While, in many ways, this is a hard-nosed prison drama, it also borrows elements from legal shows such as LA Law and Perry Mason and contains significant elements of theological debate. This last element, which is perhaps the most important, is particularly well developed in the roughhouse of an American prison rather than the more usual well-to-do English country house.

Angel Cruz, played by John Ortiz, has ended up in prison for shooting the head of a religious sect in the ass. The sect had kidnapped his best friend and, ultimately, Angel knew no other way to protest than by taking the law into his own hands. Unfortunately for him, the moneymaking preacher suffered a heart attack and died. The defender appointed by the state to protest his case is a most unusual young lady.

Mary Jane Hanrahan, played by Elizabeth Canavan, is an Irish-American who grew up the hard way. Her father had IRA sympathies and has bred into her support for underdogs. Her initial meeting with Angel is a slanging match. Initially, they are perhaps too similar and fight. However, she becomes dedicated to saving Angel. Unfortunately, as he has confessed to the shooting, she is placed in an impossible position. If she calls him to speak in Court, unless he perjures himself perfectly then he will be imprisoned forever and she will be disbarred.

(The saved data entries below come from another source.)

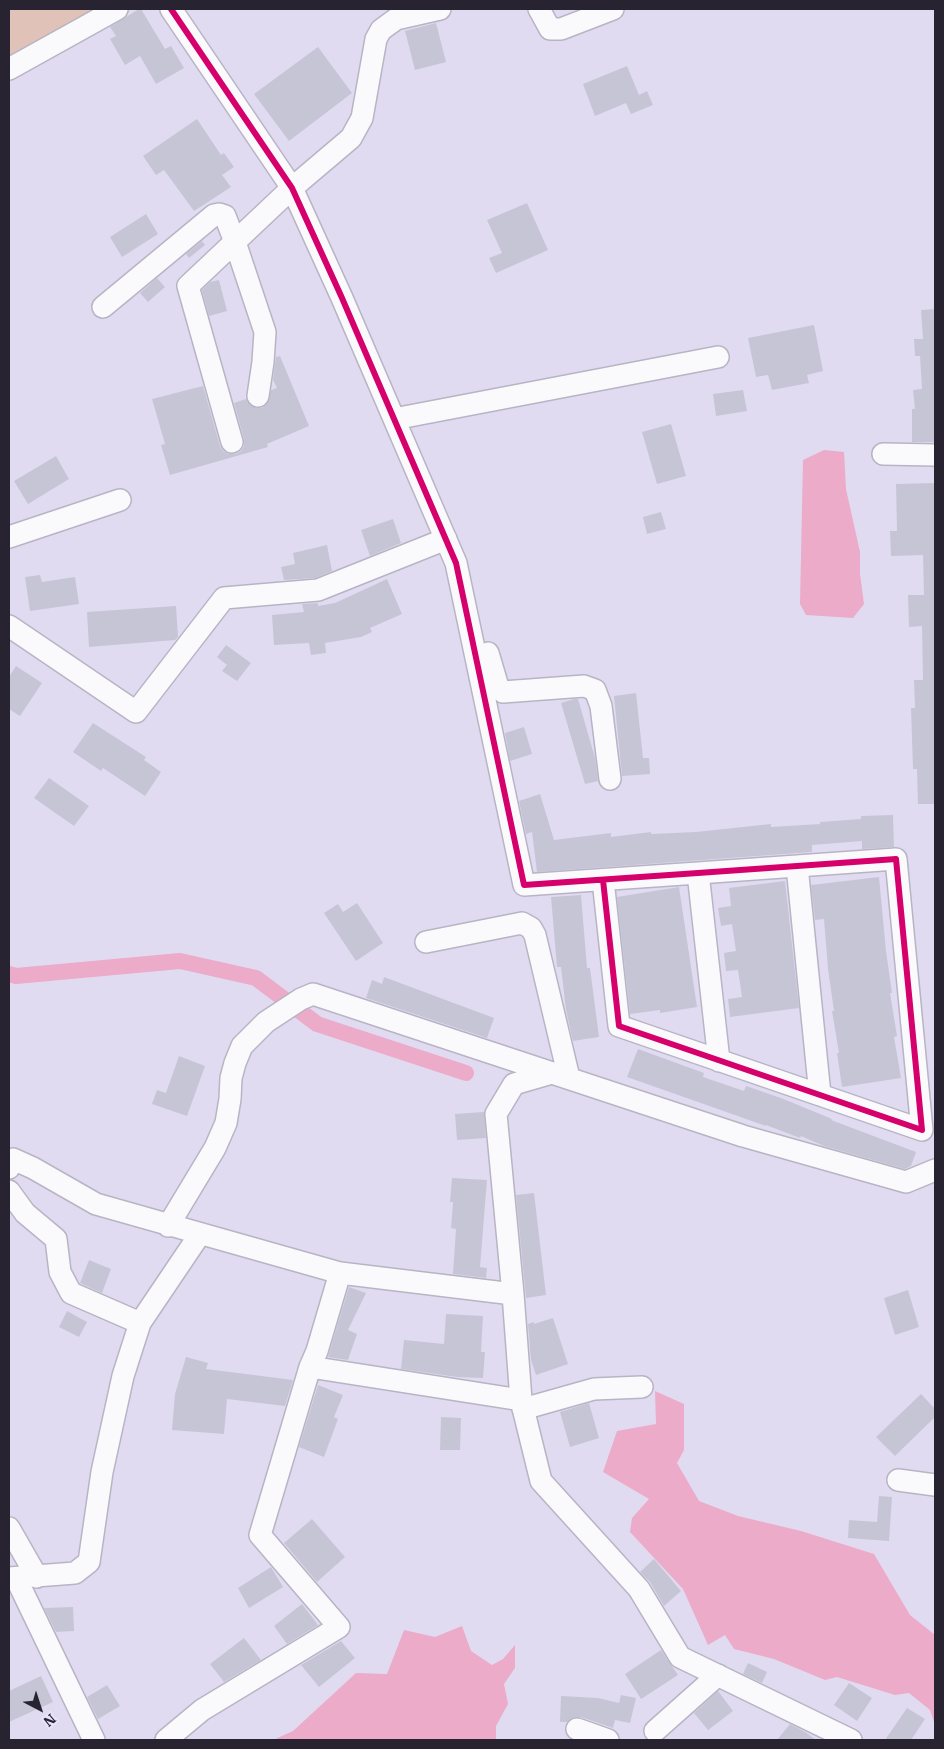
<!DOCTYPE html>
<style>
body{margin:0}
#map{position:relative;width:944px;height:1749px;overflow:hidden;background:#e1dbf1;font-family:"IBM Plex Serif",serif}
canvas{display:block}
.frame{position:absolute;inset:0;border:10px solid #272331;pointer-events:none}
.north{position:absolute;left:15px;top:1684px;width:50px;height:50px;-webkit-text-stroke:4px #e9e2fa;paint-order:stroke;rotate:140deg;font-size:14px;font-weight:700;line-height:20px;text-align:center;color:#272331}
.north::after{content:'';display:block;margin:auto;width:18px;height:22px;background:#272331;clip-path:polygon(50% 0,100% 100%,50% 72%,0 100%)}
</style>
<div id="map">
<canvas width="944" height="1749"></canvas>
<div class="frame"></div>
<div class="north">N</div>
</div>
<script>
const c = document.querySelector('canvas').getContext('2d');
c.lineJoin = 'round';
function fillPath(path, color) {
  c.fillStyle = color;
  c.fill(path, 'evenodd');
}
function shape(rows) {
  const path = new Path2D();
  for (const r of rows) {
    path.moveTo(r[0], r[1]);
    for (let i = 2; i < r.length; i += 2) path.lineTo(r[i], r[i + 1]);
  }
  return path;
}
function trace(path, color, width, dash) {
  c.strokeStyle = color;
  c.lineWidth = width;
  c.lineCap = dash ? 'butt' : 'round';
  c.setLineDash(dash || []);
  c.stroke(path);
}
fillPath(shape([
 [9,9,102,9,9,58]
]), '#e0c2b8');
fillPath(shape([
 [824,450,844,452,846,489,860,552,860,574,864,604,853,618,806,615,800,604,803,460],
 [655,1391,684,1404,684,1450,677,1463,699,1501,738,1516,801,1531,874,1554,910,1615,935,1635,935,1725,930,1710,909,1693,895,1695,837,1677,825,1680,774,1659,734,1649,725,1635,708,1645,683,1589,630,1532,632,1518,649,1499,603,1472,617,1431,656,1424],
 [462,1626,471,1651,492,1665,503,1659,515,1645,515,1668,504,1684,508,1704,496,1726,496,1740,273,1740,293,1731,356,1673,387,1674,404,1630,435,1637]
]), '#ecabc8');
trace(shape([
 [9,974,16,976,180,961,256,978,317,1024,466,1073]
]), '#ecabc8', 16);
fillPath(shape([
 [139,9,141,9,165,49,171,46,184,68,156,84,140,56,125,65,110,39,116,36,110,27],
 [436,23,446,62,415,70,405,31],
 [318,47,352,93,289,141,254,94],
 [627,66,639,95,647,91,653,105,631,114,626,103,595,116,583,84],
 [197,119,221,155,224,153,234,167,222,175,231,187,194,211,164,170,156,175,143,156],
 [527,203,548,250,496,273,489,258,502,253,487,220],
 [146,214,158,234,122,257,110,237],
 [202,241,205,245,189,258,186,254],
 [157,278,165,287,148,302,140,293],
 [219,280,227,311,209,316,202,290,210,282],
 [935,309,935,442,912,442,912,409,915,409,913,390,922,389,920,356,915,356,914,339,923,339,921,310],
 [814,325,823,371,807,375,809,383,772,390,768,375,756,377,748,338],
 [280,356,309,426,267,444,268,447,170,475,161,445,165,444,152,399,203,386,220,446,223,451,228,454,236,454,241,451,244,446,244,439,234,403,246,399,250,405,257,408,262,408,267,404,271,390,277,388,273,380,276,357],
 [743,390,747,411,716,416,713,394],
 [671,424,686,476,657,484,642,432],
 [56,456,69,479,28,504,14,481],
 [935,483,935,804,918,804,917,769,913,769,911,708,915,708,914,680,923,680,922,626,909,627,908,595,924,595,923,555,891,556,890,531,897,531,896,484],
 [661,512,666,529,647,534,643,517],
 [393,519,401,543,370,556,361,530],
 [327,545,332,571,315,578,284,580,281,567,295,564,293,553],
 [40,575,42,582,75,577,79,604,30,611,25,577],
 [387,579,402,614,370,628,372,632,361,637,325,643,326,653,311,655,309,643,274,645,272,615,304,612,302,604,318,603,318,606,335,603],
 [176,606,178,637,175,640,89,647,87,612],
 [226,645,251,663,237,681,222,671,227,665,217,657],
 [16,666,42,683,20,716,9,709,9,677],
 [636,693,643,758,649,758,650,774,622,776,614,696],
 [574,699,578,699,595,758,598,781,585,784,561,703],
 [93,723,146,757,144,760,161,772,145,796,103,768,101,771,73,752],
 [524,727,532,754,510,761,505,733],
 [49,778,89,806,74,826,34,798],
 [540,794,554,840,611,833,611,837,651,832,651,834,696,832,771,824,771,827,820,824,820,822,861,819,861,816,893,815,894,847,862,849,862,841,812,845,812,852,537,872,532,832,526,834,519,801],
 [879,877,886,951,892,993,890,993,897,1036,894,1037,901,1078,842,1087,837,1053,839,1053,832,1011,834,1011,828,969,824,919,815,920,811,885],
 [785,881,799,1008,730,1017,728,999,742,997,738,970,726,971,724,953,736,951,732,924,721,926,718,908,731,906,729,888],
 [679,887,697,1007,660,1013,660,1010,630,1014,617,897],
 [581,895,587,968,590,968,599,1037,573,1041,566,1010,561,967,557,967,551,897],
 [357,903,383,943,356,961,324,913,338,904,343,912],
 [384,977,494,1018,487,1038,366,998,372,980,382,984],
 [638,1049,704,1073,703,1077,744,1091,746,1086,781,1098,832,1119,831,1120,916,1152,911,1166,905,1169,824,1146,801,1136,800,1138,766,1125,766,1126,627,1077],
 [179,1056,205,1066,187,1116,152,1104,157,1090,166,1093],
 [484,1112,486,1138,457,1140,455,1114],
 [452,1178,487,1180,480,1267,487,1268,486,1278,453,1274,456,1229,451,1228,453,1202,450,1202],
 [534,1193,546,1295,526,1298,516,1195],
 [89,1260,111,1269,102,1293,80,1283],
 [349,1287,366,1293,348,1330,357,1334,348,1360,328,1357],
 [908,1290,919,1327,895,1335,884,1298],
 [67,1311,87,1322,79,1337,59,1327],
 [446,1314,483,1316,481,1352,485,1352,483,1378,457,1377,401,1369,404,1340,444,1344],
 [553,1318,568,1364,536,1375,531,1360,528,1324,534,1322,534,1324],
 [186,1357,208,1363,206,1369,293,1380,285,1406,227,1399,224,1434,172,1430,175,1394],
 [318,1385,343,1395,334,1417,338,1419,324,1457,299,1447],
 [921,1394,935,1409,935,1417,895,1456,876,1437],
 [589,1403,599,1438,570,1447,560,1412],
 [441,1417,461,1418,460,1450,440,1450],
 [879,1496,892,1497,889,1541,848,1538,849,1520,877,1522],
 [312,1519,345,1557,317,1582,284,1543],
 [654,1559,681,1591,664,1606,650,1582,640,1572],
 [271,1567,283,1587,249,1608,238,1588],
 [302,1604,318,1625,287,1644,274,1626],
 [73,1607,74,1631,56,1632,44,1608],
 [244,1638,261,1660,224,1682,210,1664],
 [341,1641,355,1658,319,1687,301,1665],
 [661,1650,678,1675,641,1699,625,1674],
 [748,1663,767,1672,762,1683,743,1674],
 [41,1676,53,1702,9,1722,9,1691],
 [849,1683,872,1698,857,1721,834,1705],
 [107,1685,120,1706,98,1719,87,1697],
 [718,1691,733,1711,708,1730,694,1713],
 [621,1695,636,1698,630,1723,615,1720,613,1728,581,1717,574,1717,567,1722,560,1722,561,1696,598,1698,619,1703],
 [907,1708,925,1719,911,1740,885,1740],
 [790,1724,805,1732,816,1740,777,1740]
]), '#c6c5d6');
const minor = shape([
 [171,9,292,188,342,298,456,563,524,885,698,873,896,859,922,1130,619,1026,603,880],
 [539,9,550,29,561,29,613,9],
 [9,69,117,9],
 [103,307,214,215,219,214,225,216,235,242,265,332,263,362,258,396],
 [394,419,718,357],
 [232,442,188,286,292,188,351,138,362,118,376,39,381,30,396,19,440,9],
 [883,454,935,455],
 [9,537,120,500],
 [9,626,136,712,224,598,318,590,446,539],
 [488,653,498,687,503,692,584,686,595,690,601,706,610,779],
 [797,866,820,1095],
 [698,873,719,1061],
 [426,942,522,923,531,928,535,935,569,1078],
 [552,1073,514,1084,496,1114,513,1294,521,1400,541,1481,639,1589,680,1657,851,1740],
 [9,1168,13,1159,33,1168,96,1204,340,1273,513,1294],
 [9,1191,25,1213,56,1239,60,1272,71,1293,140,1323,200,1234],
 [168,1226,215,1148,226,1123,230,1099,231,1078,235,1063,242,1046,266,1022,301,999,313,994,743,1136,906,1182,935,1170],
 [310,1367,521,1400],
 [523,1409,594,1389,642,1387],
 [898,1480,935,1485],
 [9,1528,37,1577],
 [9,1578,75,1573,89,1562,102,1472,123,1376,140,1323],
 [16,1578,94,1740],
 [577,1729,608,1740],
 [655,1731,718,1675],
 [166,1740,202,1710,339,1627,260,1535,310,1367,317,1351,340,1273]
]);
trace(minor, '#b8b4c4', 24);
trace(minor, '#fafafd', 21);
trace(shape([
 [171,9,292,188,342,298,456,563,524,885,698,873,896,859,922,1130,619,1026,603,880]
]), '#d6006c', 6);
</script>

Running in parallel with the attempts to defend the largely innocent, explicable deeds of a downtrodden Puerto Rican, is the story of Lucius, played by Ron Cephas Jones. This is a real murderer. He has admitted to killing no fewer than eight people and there are suspicions that he may even have killed many more. However, he has caught religion in a big way and now sounds so reasonable that it is hard to believe that he has ever committed an evil deed in his life, despite his regular confessions.

The playwright, together with director Philip Seymour Hoffman, better known as an actor in numerous films, who has drilled his cast perfectly, manages to combine debate on religion and morality with his legal drama and portrayal of life in an incredibly unpleasant prison. This could not have been achieved without excellent performances from the three leading actors, including David Zayas as a particularly sadistic correction officer.

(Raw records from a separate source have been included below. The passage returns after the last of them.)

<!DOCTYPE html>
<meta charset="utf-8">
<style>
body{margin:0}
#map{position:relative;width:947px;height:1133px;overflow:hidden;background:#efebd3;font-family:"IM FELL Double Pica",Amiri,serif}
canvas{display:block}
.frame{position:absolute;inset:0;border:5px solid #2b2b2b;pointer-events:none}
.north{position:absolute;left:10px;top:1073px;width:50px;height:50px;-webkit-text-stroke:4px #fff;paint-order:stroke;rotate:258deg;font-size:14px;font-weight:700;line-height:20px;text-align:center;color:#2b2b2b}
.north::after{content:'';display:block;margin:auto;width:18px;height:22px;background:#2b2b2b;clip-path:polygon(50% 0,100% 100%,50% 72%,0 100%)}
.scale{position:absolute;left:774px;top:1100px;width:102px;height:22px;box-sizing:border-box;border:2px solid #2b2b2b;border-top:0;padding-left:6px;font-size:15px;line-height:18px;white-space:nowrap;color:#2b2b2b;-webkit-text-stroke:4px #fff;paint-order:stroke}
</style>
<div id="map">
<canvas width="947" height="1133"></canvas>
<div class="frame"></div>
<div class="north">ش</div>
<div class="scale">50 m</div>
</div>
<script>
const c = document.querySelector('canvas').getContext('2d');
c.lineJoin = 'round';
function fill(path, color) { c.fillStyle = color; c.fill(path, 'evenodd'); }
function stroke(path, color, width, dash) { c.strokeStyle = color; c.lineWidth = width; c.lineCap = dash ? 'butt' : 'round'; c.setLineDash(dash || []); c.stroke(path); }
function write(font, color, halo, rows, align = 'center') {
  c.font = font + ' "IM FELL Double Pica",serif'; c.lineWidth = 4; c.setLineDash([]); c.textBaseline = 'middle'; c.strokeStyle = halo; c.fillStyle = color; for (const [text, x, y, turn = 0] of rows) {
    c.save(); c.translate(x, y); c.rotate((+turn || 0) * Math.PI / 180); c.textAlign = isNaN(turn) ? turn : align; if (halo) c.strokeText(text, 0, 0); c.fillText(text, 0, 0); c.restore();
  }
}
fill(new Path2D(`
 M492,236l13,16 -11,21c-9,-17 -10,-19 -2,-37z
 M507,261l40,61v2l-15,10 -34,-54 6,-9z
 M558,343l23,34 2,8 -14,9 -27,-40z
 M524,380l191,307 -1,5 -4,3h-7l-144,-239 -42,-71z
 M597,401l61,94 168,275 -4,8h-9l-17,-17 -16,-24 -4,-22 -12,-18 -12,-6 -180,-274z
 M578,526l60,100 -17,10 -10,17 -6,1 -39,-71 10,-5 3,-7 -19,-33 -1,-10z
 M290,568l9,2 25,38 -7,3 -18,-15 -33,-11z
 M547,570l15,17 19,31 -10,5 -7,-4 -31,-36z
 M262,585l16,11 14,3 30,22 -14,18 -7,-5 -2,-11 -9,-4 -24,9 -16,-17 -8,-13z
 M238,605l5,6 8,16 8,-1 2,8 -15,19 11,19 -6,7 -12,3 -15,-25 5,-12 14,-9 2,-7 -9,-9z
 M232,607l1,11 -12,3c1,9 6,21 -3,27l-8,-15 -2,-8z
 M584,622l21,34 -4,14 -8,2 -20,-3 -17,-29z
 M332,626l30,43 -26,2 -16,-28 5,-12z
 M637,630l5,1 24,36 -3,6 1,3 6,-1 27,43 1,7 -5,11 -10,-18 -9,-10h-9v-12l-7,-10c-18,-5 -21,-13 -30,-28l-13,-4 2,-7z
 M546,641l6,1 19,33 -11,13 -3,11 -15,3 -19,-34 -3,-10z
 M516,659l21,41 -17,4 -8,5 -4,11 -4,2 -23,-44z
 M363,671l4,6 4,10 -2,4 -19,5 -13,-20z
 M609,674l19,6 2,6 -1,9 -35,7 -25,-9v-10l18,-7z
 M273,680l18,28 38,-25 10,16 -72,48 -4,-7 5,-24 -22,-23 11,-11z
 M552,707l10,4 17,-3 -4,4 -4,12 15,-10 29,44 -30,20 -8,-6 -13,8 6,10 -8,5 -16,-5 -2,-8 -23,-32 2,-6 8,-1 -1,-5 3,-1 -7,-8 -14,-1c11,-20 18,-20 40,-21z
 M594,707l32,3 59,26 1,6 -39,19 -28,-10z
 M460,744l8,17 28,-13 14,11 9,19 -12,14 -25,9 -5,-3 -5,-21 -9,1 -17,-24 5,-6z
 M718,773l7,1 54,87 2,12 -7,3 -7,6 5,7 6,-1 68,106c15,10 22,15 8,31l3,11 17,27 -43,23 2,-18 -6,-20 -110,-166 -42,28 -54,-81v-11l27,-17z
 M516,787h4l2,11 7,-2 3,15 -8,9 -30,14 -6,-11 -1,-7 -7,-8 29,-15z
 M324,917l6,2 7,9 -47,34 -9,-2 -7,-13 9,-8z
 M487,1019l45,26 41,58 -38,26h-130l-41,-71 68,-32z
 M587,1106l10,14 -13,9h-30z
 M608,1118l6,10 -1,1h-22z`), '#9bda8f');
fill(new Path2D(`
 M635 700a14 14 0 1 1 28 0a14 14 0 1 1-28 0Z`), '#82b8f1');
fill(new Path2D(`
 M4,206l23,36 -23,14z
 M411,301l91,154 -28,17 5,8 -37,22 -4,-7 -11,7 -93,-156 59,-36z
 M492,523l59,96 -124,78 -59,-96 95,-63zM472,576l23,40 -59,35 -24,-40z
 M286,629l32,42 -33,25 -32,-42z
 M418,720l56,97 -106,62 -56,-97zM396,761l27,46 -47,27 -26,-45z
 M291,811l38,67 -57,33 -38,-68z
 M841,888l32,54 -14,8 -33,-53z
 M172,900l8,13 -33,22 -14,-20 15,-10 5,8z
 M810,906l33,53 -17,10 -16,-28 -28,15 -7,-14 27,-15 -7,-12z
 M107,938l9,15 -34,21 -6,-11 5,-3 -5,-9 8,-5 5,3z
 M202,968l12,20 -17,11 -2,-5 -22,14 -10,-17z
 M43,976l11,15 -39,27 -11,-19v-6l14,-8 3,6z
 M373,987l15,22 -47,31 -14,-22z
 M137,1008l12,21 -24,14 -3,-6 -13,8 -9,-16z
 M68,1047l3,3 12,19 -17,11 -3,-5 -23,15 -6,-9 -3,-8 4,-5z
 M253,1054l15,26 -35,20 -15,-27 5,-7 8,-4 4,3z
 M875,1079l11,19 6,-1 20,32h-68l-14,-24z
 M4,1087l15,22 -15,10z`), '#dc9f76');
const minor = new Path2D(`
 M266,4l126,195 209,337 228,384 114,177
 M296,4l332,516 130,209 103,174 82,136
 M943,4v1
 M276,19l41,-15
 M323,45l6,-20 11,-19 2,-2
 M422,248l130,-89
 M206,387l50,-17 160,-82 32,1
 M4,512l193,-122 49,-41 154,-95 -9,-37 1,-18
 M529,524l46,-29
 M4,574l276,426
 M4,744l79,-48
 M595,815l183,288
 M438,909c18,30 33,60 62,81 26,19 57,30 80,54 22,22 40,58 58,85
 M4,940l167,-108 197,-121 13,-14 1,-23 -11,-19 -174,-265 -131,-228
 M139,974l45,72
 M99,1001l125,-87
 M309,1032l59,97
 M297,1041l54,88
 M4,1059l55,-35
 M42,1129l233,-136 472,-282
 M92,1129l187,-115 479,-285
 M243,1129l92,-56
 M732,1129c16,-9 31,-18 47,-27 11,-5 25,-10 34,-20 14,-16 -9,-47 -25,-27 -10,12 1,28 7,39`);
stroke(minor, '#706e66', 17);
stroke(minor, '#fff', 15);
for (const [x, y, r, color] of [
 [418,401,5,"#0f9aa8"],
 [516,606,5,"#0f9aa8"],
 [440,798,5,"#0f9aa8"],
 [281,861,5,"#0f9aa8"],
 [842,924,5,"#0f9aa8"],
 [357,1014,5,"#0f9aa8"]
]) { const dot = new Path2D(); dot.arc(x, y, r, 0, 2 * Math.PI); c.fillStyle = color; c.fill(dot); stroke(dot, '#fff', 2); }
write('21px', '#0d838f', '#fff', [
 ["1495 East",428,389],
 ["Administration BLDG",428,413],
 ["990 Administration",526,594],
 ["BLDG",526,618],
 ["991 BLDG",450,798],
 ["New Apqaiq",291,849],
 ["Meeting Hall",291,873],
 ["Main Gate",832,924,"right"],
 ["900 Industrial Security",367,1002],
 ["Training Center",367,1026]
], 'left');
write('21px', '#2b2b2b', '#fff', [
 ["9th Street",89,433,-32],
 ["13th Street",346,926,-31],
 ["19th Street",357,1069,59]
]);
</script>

This is another success for the Donmar's American Imports programme that brought Three Days of Rain to London a couple of years ago. It is a very hard, energetic and unusual play exploring interesting issues and fully justifies its importation, complete with cast, from New York.

Reviewer: Philip Fisher

*Some links, including Amazon, Stageplays.com, ATG Tickets, LOVEtheatre, BTG Tickets, Ticketmaster, The Ticket Factory, LW Theatres and QuayTickets, are affiliate links for which BTG may earn a small fee at no extra cost to the purchaser.

Are you sure?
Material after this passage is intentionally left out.